C’est ce qu’a fait Édouard Schuré. Il a discerné qu’en dépit de divergences apparentes, et même réelles, dans leur concept de l’univers, ces hommes avaient, à leur insu, apporté chacun leur pierre au noble édifice de l’immortelle Pensée. L’anarchisme d’un Nietzsche aboutit quand même à faire ressortir la toute-puissance de la conscience, la plénitude du Moi, — tandis que sous son œuvre de peintre, Gustave Moreau dissimule la nécessité de hiérarchiser les âmes et d’en discipliner l’élan par une logique évolution.

Que sont ces êtres, de leur vivant méconnus et que la postérité souvent raille ? Ce sont des solitaires, dans leur dédain drapés et qui n’ont eu que le tort de vouloir monter plus haut que la vie.

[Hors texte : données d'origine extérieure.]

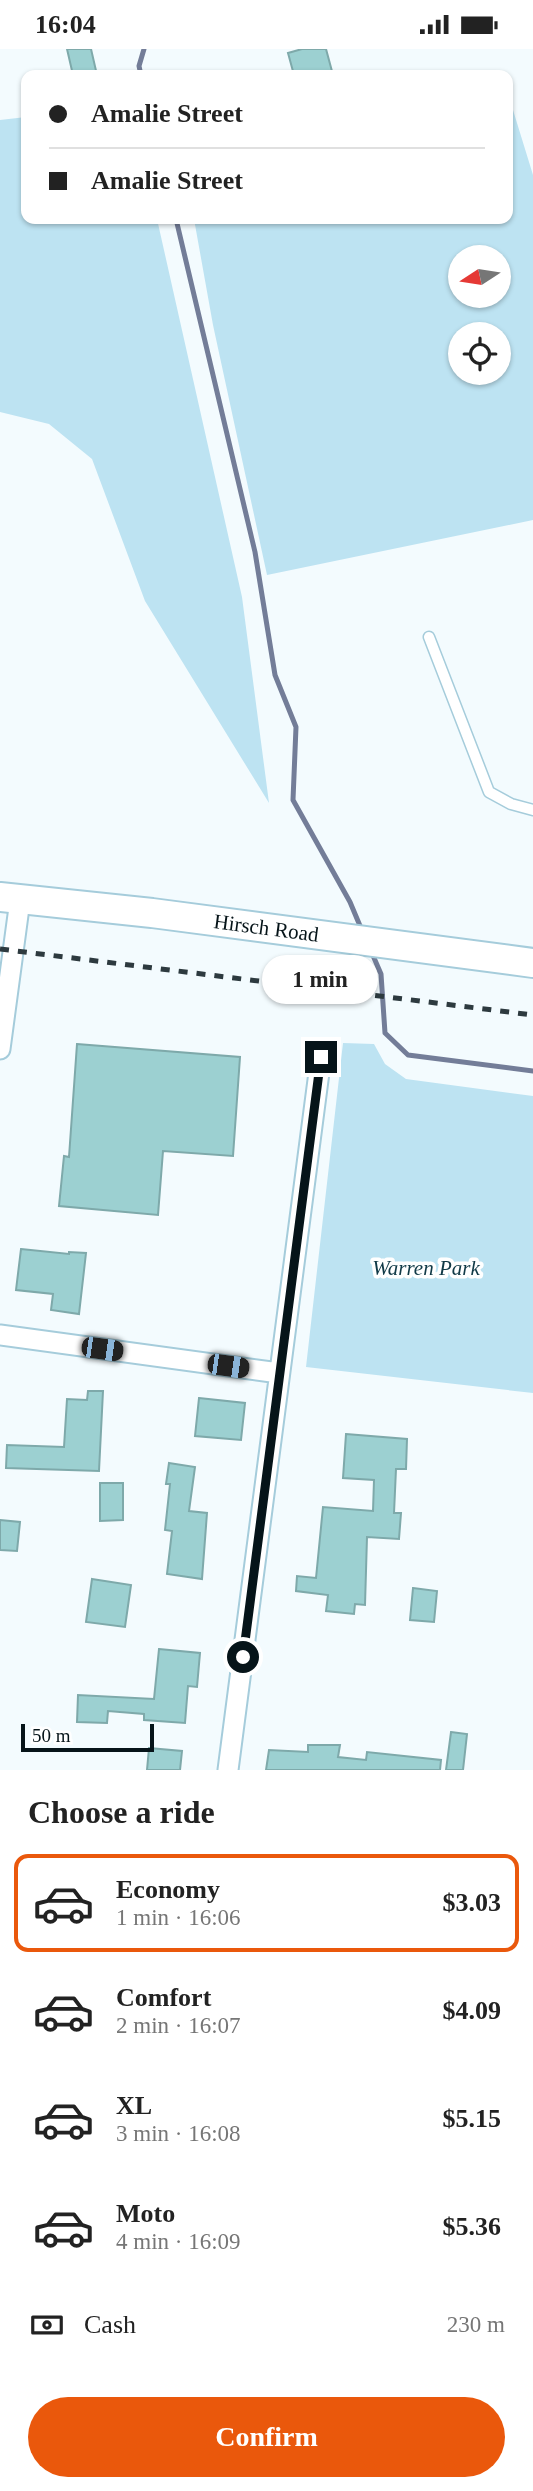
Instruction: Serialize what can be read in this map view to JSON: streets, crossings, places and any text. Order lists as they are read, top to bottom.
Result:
{
  "streets": {
    "main road": ["Hirsch Road"]
  },
  "parks": ["Warren Park"],
  "scale_bar": "50 m",
  "north": "left",
  "page": {
    "status": "16:04",
    "banner": ["Amalie Street", "Amalie Street"],
    "bubble": "1 min",
    "scale": "50 m",
    "heading": "Choose a ride",
    "list": [
      {
        "name": "Economy",
        "note": "1 min · 16:06",
        "value": "$3.03"
      },
      {
        "name": "Comfort",
        "note": "2 min · 16:07",
        "value": "$4.09"
      },
      {
        "name": "XL",
        "note": "3 min · 16:08",
        "value": "$5.15"
      },
      {
        "name": "Moto",
        "note": "4 min · 16:09",
        "value": "$5.36"
      }
    ],
    "pay": ["Cash", "230 m"],
    "buttons": "Confirm"
  }
}
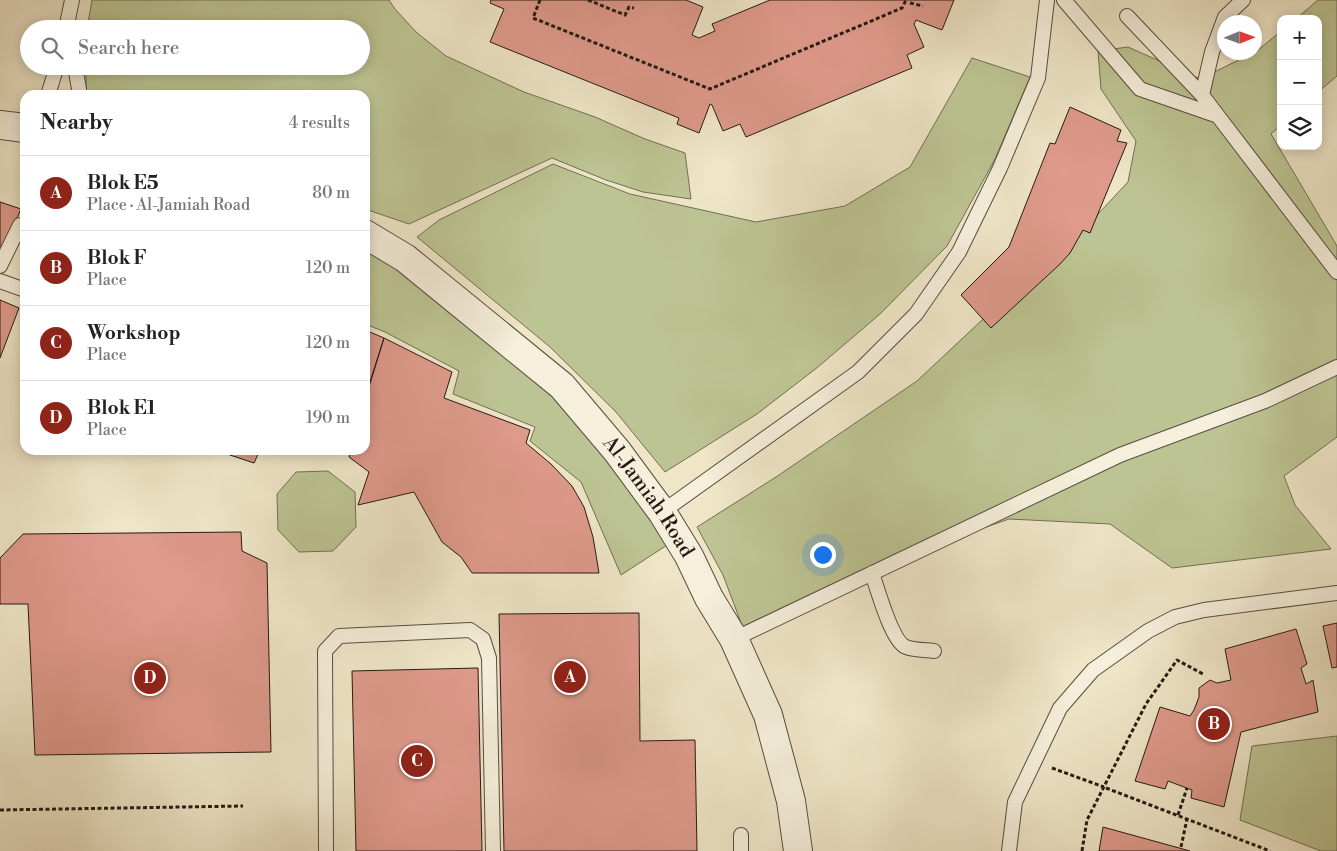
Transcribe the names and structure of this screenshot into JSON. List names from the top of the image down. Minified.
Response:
{"streets":{"street":["Al-Jamiah Road"]},"north":"right","page":{"map_buttons":["+","−"],"search":"Search here","heading":["Nearby","4 results"],"list":[{"mark":"A","name":"Blok E5","note":"Place · Al-Jamiah Road","value":"80 m"},{"mark":"B","name":"Blok F","note":"Place","value":"120 m"},{"mark":"C","name":"Workshop","note":"Place","value":"120 m"},{"mark":"D","name":"Blok E1","note":"Place","value":"190 m"}],"pins":["A","D","B","C"]}}
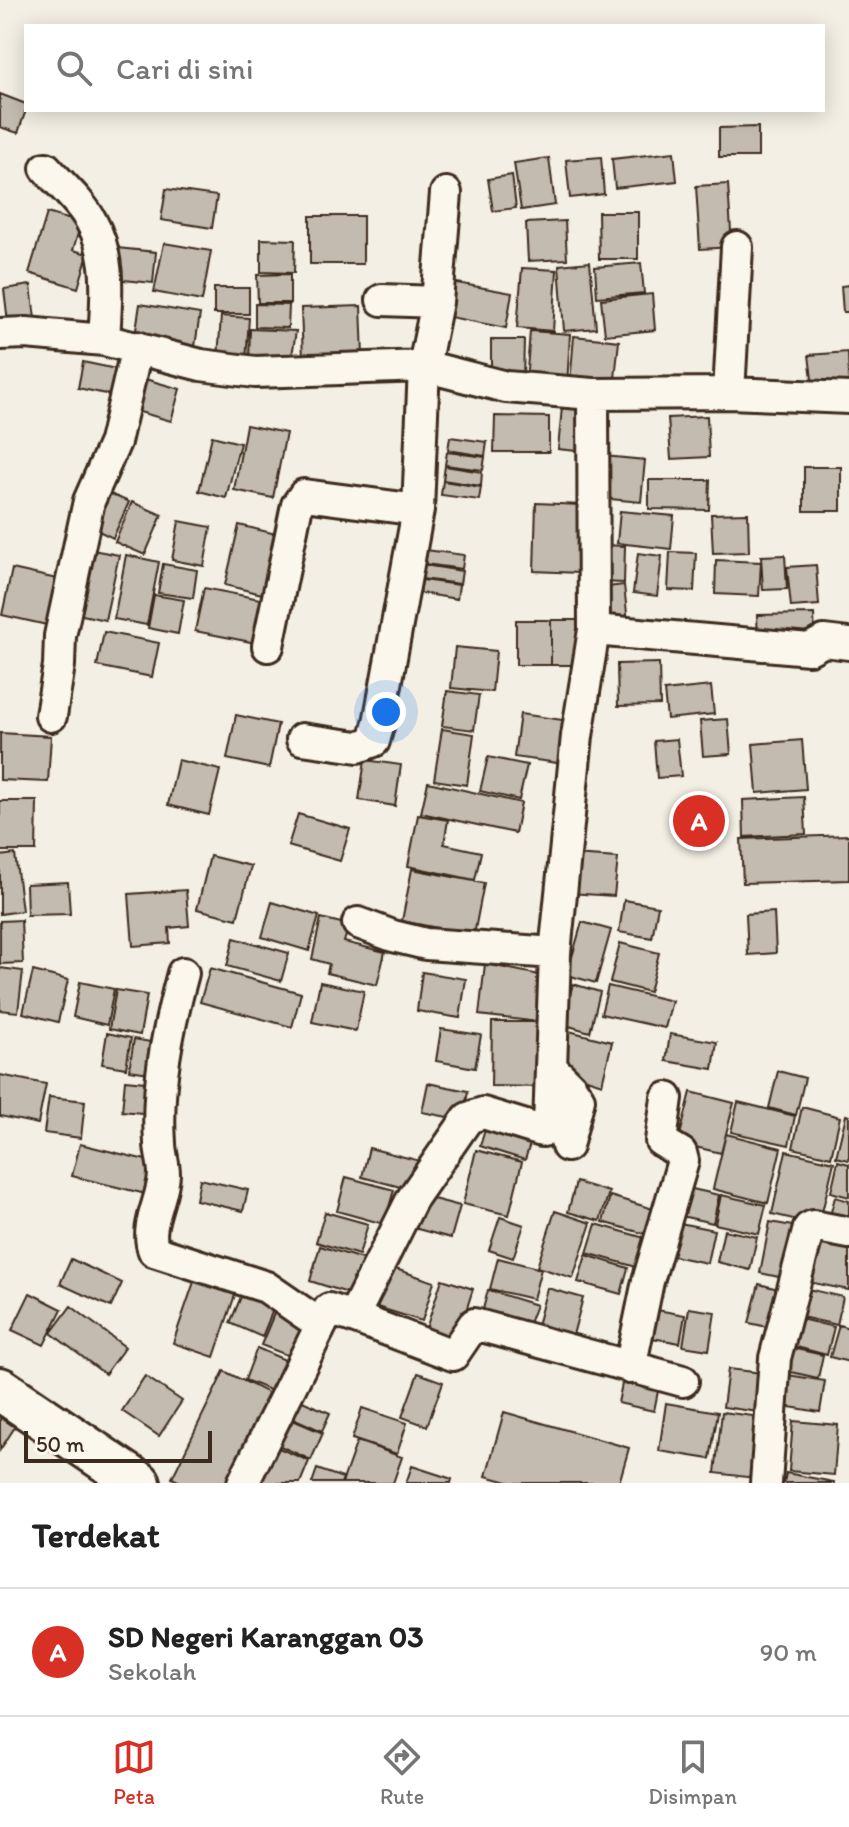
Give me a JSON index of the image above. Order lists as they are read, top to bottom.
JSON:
{
  "scale_bar": "50 m",
  "page": {
    "search": "Cari di sini",
    "pins": "A",
    "scale": "50 m",
    "heading": "Terdekat",
    "list": [
      {
        "mark": "A",
        "name": "SD Negeri Karanggan 03",
        "note": "Sekolah",
        "value": "90 m"
      }
    ],
    "nav": ["Peta", "Rute", "Disimpan"]
  }
}
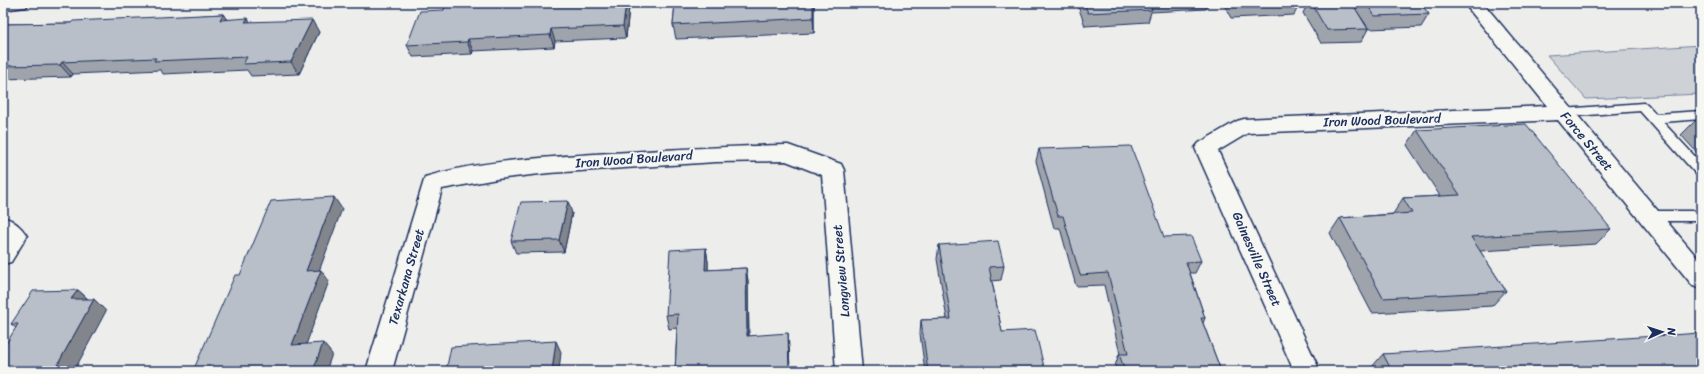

Sublime audace qu’a comprise le critique à travers leurs pages désolées. C’est qu’ « ils ont reçu le don de seconde vue, nous dit-il, et expient, par une sorte de proscription, le dangereux privilège de vivre dans le futur ».

Et cependant, ce sont ces lutteurs-là qui font avancer le monde.

Il est bon d’en avoir groupé les vigoureuses tendances idéalistes ou panthéistes, d’avoir placé

  1. Op. cit.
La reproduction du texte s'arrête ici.